Le respect des restrictions sonores dans les aéroports s’améliore considérablement

La mise en place de restrictions horaires visant à limiter le bruit autour des aéroports montre des résultats encourageants. Les compagnies aériennes semblent se conformer de plus en plus aux règles encadrant les vols nocturnes et les nuisances sonores.

Scène active sur une piste d’aéroport où les avions sont en mouvement constant sous un ciel clair et bleu.
Image d'illustration. Piste animée d aéroport — ADN

Tl;dr

  • Les couvre-feux aéroportuaires restent limités contre les nuisances.
  • L’Acnusa privilégie des restrictions progressives et ciblées.
  • Moins de poursuites contre les compagnies en 2025.

Nuisances sonores : l’efficacité des couvre-feux remise en question

Les débats autour des nuisances sonores aéroportuaires reviennent sur le devant de la scène. Selon le récent rapport annuel de l’Autorité de contrôle des nuisances aéroportuaires (Acnusa), les couvre-feux imposés dans certains aéroports français n’offrent pas une solution miracle.

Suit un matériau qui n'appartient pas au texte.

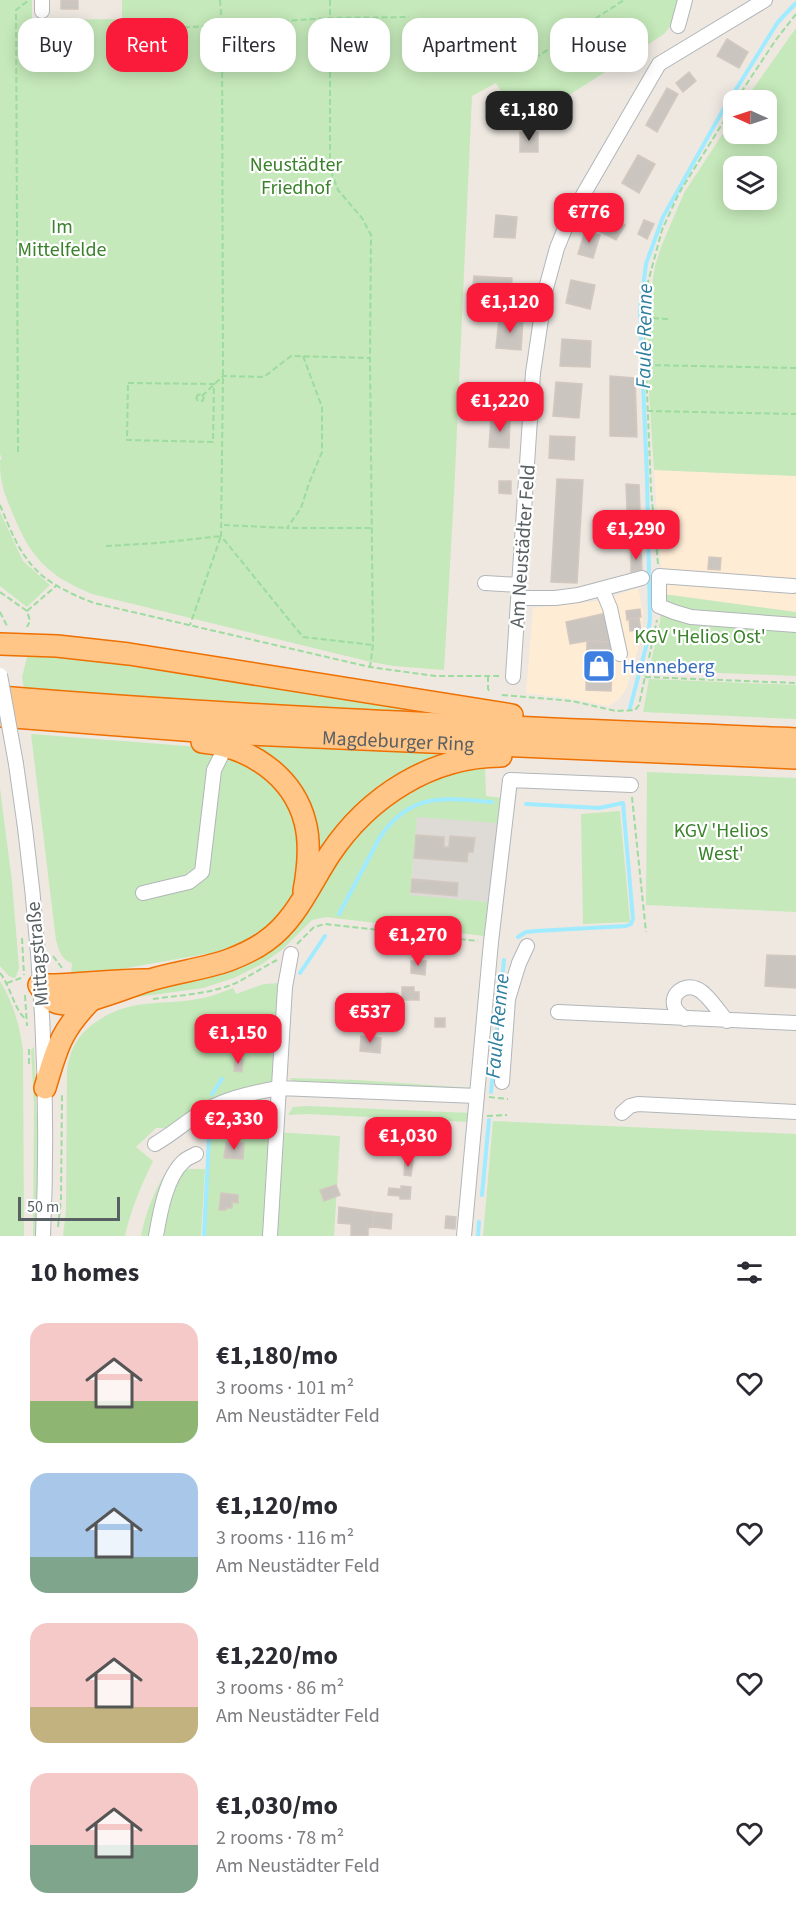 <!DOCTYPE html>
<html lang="en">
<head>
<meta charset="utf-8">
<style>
  body { margin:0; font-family:"Source Sans 3",sans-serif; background:#f7f7f7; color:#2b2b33; height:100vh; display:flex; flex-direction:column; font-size:22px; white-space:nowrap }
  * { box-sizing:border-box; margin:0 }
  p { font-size:20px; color:#7c7c81 }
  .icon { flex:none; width:33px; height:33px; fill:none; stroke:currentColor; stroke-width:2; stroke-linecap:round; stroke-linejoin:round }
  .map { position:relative; height:1236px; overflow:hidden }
  .details { display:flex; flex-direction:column; background:#fff; flex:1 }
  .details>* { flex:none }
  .hud { position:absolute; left:18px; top:18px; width:760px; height:54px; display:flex; gap:12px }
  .needle { width:39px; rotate:273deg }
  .fabs { position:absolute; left:723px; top:90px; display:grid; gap:12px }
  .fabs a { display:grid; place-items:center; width:54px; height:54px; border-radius:12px; background:#fff; box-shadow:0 3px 15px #0003; font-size:30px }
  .scale { position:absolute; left:18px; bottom:15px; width:102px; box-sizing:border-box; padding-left:6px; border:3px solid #596063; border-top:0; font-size:16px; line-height:21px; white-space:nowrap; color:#596063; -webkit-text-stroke:4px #fff; paint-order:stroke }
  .price { position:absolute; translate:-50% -51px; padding:0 14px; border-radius:12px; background:#fa1b3b; color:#fff; font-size:20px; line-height:39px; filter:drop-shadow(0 2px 3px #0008) }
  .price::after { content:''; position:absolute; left:50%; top:36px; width:18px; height:14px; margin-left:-9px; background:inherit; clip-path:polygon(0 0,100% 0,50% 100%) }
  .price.selected { background:#222; color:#fff }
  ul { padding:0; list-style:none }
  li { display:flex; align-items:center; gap:18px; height:150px; padding:0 30px }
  li span { display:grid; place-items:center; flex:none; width:168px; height:120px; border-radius:18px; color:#555 }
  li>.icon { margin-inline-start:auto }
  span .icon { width:72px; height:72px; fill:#fffc; stroke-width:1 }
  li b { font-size:26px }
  h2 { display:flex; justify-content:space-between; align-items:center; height:72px; padding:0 30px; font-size:26px }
  .tag { padding:0 21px; border-radius:18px; background:#fff; box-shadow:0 3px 15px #0003; font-size:21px; line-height:54px }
  .tag.selected { background:#fa1b3b; color:#fff }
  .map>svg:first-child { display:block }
</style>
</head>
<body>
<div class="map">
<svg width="796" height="1236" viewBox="0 0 796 1236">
  <rect width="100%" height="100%" fill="#eee8e1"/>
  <path fill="#ffecd5" d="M654,470L796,476V612L663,594Z
    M638,588L643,612L642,636L626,689L619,699L608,706L573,699L526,693L533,608L598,601Z"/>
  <path fill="#dedad6" d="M417,815L498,823L488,902L410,896Z"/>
  <path fill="#c5e9ba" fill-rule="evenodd" d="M0,0H32V20L122,19V0H679L672,24L664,34L521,126L496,83L472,96L454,495L444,670L394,666L371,662L92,594C48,576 30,557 13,514C4,492 0,484 0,460L2,459L0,454Z
    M796,28V476L654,470L647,361V316L655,266L661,247L684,193L733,118L734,134H766V100H745ZM734,166H766V200H734Z
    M0,512L23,561L50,585L27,607L0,586Z
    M663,594L796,612V676L649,670L660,622Z
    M28,654L97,659L478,717L285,709L24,689L22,677Z
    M649,679L796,685V719L643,712Z
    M31,734L200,747L253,765L283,791L302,838L295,892L277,919L259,934L240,944L217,952L87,975L71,976L72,963C61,960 59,950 56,940Z
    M229,741L474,752L440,762L317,865L312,824Z
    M485,766L486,796L503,798L498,823L417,817L410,895L488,902L484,936L326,917L312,920L283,949L262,964L234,978L203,988L102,1002L237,965L352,839L382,812L429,780Z
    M647,772L796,778V912L646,905Z
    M0,788L12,882L19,968L16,977L13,978L9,976L0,966Z
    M620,811L630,922L583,924L581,814Z
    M0,981C13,1002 20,1026 23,1051L24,1236H0Z
    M282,983L275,1079L268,1086L176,1128H156L136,1147L153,1161C141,1186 131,1209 125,1236H63L66,1211L67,1071C69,1051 77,1036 93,1024C131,996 160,1007 203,998C213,996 223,992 233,988L236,994L264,984Z
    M34,1047L38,1146L36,1236H33L34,1105L31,1050Z
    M289,1078L356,1080L473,1088L465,1092L297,1084Z
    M308,1106L470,1113L469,1122L307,1114L288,1115L293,1107Z
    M268,1109L274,1119L273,1130L218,1126L233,1118Z
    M493,1121L796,1134V1236H483Z
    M211,1128L340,1136L334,1236H205Z
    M169,1167L170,1170L151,1236H141C146,1211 155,1189 169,1167Z
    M188,1169H205L201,1236H160L178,1174Z"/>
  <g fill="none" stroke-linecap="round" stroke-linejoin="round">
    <path stroke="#a0ebff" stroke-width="4" d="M630,708L647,643L650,618L647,478L640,310L646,264L663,217L723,110L778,22L796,3
      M339,914L380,837C411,792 443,798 492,802
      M518,937L526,932L536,931L626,926L631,924L633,919L623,803L599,808L526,804
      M300,973L325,936
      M491,1092L504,960
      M212,1094L222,1079
      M482,1195L489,1120
      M204,1236L209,1138
      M478,1236L479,1222"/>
  </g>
  <path fill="#cbc5c0" stroke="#d3c8bf" stroke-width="1.5" d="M61,0H78V9H61Z
    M727,39L748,52L739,68L717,56Z
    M689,72L696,81L683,92L676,83Z
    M667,88L678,94L657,132L646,125Z
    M520,132H538V152H520Z
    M638,155L655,164L639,193L622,183Z
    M598,210L625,225L616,240L589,226Z
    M496,215L517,217L515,238L494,237Z
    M644,220L654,224L647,239L638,234Z
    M585,231L600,235L593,258L578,254Z
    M474,276L512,278L511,296L472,294Z
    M571,280L595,285L590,309L566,303Z
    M499,318L523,320L521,350L496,348Z
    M562,339L591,341L590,367L560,366Z
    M610,376L635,378L637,437L610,436Z
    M556,382L582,384L579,418L553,416Z
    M491,418L510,419L509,448L489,447Z
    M550,436L575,437L574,460L549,458Z
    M557,479L583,480L577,583L551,582Z
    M499,481H511V494L499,493Z
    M626,484L639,485L640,511L627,510Z
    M641,551L642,570L631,572V552Z
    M709,557L721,558L720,570L708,569Z
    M640,609L641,617L627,620L626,611Z
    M607,613L613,642L587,641L570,644L566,622Z
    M639,618L641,630L630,631L629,619Z
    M587,641L613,642L611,691L586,690Z
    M416,835L444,837V847H449L450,836L475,838L473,852H468L467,862L414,858Z
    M412,879L458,883L457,896L411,892Z
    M767,955L796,956V988L765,986Z
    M411,961H426L425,975L411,973Z
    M402,987H414V992H419V1000H402Z
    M386,993H398L397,1003L385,1002Z
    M367,1004L382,1006L383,1004L388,1005L385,1019L365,1016Z
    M435,1018H445V1027H435Z
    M234,1022L243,1023L242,1038L233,1037Z
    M361,1036L381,1038L380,1053L360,1051Z
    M235,1058L243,1059L242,1072L234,1071Z
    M226,1142L244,1143L243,1159L224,1158Z
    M405,1160H413L411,1176L404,1175Z
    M336,1185L340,1195L324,1201L320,1190Z
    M401,1186L411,1187L410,1199H400V1196L388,1195L389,1188L401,1189Z
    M221,1193L238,1195V1203L232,1202V1208H226V1210H219Z
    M339,1207L374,1212L373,1227L368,1228V1236H351V1224L338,1223Z
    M374,1212L392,1214L391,1229L373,1227Z
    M446,1216L456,1217L455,1229L445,1228Z"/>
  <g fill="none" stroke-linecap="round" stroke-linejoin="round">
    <defs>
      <path id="minor" d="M42,11V0
        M678,26L685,0
        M485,583L519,585
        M793,586L659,576V606L674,612L691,617L796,625
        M602,589L610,608L620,654
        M519,598H555L578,595L642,578
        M513,677L533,373L545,292L557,248L566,226L583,195L659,64L765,0
        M16,764C40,920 50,1079 43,1236
        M143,893L189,882L202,872L214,770L226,746
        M558,1012L796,1023
        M685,1019C682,1016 677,1012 675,1008C669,994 685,983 697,989C707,993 719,1012 727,1021
        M502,1082L508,999L519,963L527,946
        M622,1113L630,1106L638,1104L796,1112
        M155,1144C169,1136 181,1126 194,1117C220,1100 249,1093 279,1088L477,1096
        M156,1236C160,1213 166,1177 184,1161C187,1158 193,1156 196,1154
        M270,1236L285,987L291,954
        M464,1236L491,942L510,780L631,785"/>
      <g id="highway">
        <path d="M0,644L57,646L129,654L512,715"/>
        <path d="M0,697C265,719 531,728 796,739"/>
        <path id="s1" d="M0,716L223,733L796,758"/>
        <path d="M202,742C248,746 293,775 305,822C311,844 308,869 304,891"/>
        <path d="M150,980C113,979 77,986 39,985C44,993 49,1000 58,1003C78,1009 129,986 150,980C176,972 204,969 229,960C242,955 255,949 266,941C296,920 310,884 330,854C368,797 431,756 501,756"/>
        <path d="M45,1088C57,1047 61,1030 93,998"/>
      </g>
    </defs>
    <use href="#minor" stroke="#b2b6ba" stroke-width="16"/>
    <use href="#highway" stroke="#ef6f00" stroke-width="24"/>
    <path stroke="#9cdc9f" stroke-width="2" stroke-dasharray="6 3" stroke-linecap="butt" d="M220,0L222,25L223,376L221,536L303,637L373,645
      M330,0V169L338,190L362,218L371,235L370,358L373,645L370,667
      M130,31L329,18L409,17
      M535,58L624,0
      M736,100L775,41L796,14
      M644,318L670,319
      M303,356L322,407V452L309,483L301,508L287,528H372
      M646,365L796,368
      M128,383L214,384L213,442L127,440Z
      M196.5 398a3.5 3.5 0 1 1 7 0a3.5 3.5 0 1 1-7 0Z
      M202,396L223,376L264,377L291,356L370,358
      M647,411L796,414
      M18,452L16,10L29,0
      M0,505C23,562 34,580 94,603L370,667L435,676H499
      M224,525L287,528
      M106,546L158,543L221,536L190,625
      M658,564L651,490L644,318L648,282L662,230L679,193L734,105
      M0,592L27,611L30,621L27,627
      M27,611L56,586
      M0,612L8,628
      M488,676V689L491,693
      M645,677L796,683
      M502,695L572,701L616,711L635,710L639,705L657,620
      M632,797L646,932
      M22,938L24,975
      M297,944L314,927L325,924L478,941
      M53,956L62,968
      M0,973C10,985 15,1012 26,1019
      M7,983L24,977
      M25,995L27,1026
      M153,999C181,995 210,994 236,983C250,976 263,967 277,960
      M29,1049V1064
      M489,1097L508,1099
      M487,1116L507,1115
      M58,1227L61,1199L62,1095"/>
    <use href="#minor" stroke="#fff" stroke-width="14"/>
    <use href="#highway" stroke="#ffc687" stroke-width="21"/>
    <defs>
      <path id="minor-bridge" d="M0,675L16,764"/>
    </defs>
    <use href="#minor-bridge" stroke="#b2b6ba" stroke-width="16" stroke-linecap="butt"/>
    <use href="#minor-bridge" stroke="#fff" stroke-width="14"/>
  </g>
  <defs>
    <symbol id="shop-square" viewBox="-11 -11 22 22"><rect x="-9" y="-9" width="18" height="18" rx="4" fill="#3f7fe0" stroke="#fff"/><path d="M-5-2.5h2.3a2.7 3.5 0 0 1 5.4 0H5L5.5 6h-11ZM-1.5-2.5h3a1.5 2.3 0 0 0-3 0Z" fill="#fff"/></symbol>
  </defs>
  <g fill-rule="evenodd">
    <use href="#shop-square" x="580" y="647" width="38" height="38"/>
  </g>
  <g text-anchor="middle" stroke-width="4.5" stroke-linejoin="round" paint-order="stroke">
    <g font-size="20" fill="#3a822b" stroke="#fff">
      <text x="296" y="171">Neustädter<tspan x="296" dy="23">Friedhof</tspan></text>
      <text x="62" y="233">Im<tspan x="62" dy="23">Mittelfelde</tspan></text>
      <text x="700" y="643">KGV 'Helios Ost'</text>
      <text x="721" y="837">KGV 'Helios<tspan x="721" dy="23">West'</tspan></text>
    </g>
    <g font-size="20" fill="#596063" stroke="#fff">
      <text transform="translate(522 546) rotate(-86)" y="7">Am Neustädter Feld</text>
      <text dy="7" stroke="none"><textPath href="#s1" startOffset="399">Magdeburger Ring</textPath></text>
      <text transform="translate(37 954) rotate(-95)" y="7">Mittagstraße</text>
    </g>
    <g font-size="20" fill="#366cbe" stroke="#fff" text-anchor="start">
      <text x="622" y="673">Henneberg</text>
    </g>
    <g font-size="21" font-style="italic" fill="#2e7e9f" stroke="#fff">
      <text transform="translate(644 336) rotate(-89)" y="7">Faule Renne</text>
      <text transform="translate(497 1026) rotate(-85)" y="7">Faule Renne</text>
    </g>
  </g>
</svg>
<div class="fabs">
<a><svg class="needle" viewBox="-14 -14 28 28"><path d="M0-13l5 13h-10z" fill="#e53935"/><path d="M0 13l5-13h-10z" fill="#7c7c81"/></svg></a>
<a><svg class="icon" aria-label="layers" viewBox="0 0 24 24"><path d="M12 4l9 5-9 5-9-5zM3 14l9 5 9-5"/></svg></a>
</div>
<div class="scale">50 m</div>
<b class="price selected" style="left:529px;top:142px">€1,180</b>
<b class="price" style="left:589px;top:244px">€776</b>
<b class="price" style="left:510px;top:334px">€1,120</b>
<b class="price" style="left:500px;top:433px">€1,220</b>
<b class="price" style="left:636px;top:561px">€1,290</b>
<b class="price" style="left:418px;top:967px">€1,270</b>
<b class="price" style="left:370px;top:1044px">€537</b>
<b class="price" style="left:238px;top:1065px">€1,150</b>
<b class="price" style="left:234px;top:1151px">€2,330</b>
<b class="price" style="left:408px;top:1168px">€1,030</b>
<div class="hud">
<a class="tag">Buy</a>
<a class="tag selected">Rent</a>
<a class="tag">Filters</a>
<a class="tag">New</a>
<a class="tag">Apartment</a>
<a class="tag">House</a>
</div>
</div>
<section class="details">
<h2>10 homes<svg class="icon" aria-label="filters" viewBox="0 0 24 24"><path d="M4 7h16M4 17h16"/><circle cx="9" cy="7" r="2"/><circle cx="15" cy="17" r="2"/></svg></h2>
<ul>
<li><span style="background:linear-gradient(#f6c9c9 65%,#8fb573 0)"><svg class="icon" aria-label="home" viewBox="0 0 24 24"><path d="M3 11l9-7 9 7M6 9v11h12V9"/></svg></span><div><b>€1,180/mo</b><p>3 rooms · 101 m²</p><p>Am Neustädter Feld</p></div><svg class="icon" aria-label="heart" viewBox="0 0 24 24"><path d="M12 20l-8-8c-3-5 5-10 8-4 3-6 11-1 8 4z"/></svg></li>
<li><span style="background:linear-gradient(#a9c7e8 70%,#7fa58c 0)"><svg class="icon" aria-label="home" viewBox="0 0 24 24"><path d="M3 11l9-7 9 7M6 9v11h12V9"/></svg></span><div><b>€1,120/mo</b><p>3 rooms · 116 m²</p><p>Am Neustädter Feld</p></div><svg class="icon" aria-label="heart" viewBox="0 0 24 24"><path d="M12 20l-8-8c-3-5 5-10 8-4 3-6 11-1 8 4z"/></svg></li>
<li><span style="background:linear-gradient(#f6c9c9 70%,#c2b280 0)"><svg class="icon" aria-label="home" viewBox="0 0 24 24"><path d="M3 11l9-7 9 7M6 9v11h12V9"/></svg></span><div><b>€1,220/mo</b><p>3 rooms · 86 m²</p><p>Am Neustädter Feld</p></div><svg class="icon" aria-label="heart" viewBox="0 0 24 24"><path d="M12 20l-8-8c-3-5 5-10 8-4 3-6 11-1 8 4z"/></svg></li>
<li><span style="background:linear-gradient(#f6c9c9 60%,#7fa58c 0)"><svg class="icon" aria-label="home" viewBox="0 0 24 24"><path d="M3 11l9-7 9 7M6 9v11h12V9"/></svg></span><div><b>€1,030/mo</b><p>2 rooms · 78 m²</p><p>Am Neustädter Feld</p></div><svg class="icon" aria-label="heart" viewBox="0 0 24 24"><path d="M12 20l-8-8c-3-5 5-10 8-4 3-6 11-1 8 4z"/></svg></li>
</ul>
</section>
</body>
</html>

Malgré leur popularité auprès des riverains, ces interdictions horaires, appliquées notamment à Bâle-Mulhouse, Beauvais, Nantes, Orly et sur l’aérodrome de Saclay-Versailles, ne sauraient suffire pour réduire efficacement les désagréments nocturnes.

L’approche progressive privilégiée par l’Acnusa

Dans ce rapport, l’Acnusa recommande d’abandonner toute idée d’élargir ces mesures. « L’Autorité préconise ainsi une programmation des vols permettant de prévenir les manquements nocturnes et des restrictions progressives fondées sur les performances acoustiques certifiées des aéronefs », précise-t-elle. De telles dispositions offriraient, selon elle, un compromis plus équilibré qu’une généralisation du couvre-feu, jugée « dangereuse pour le dynamisme économique dont la France a tant besoin ». D’ailleurs, plusieurs plateformes comme Roissy, le plus grand aéroport national, optent déjà pour une gestion différenciée du bruit selon les heures.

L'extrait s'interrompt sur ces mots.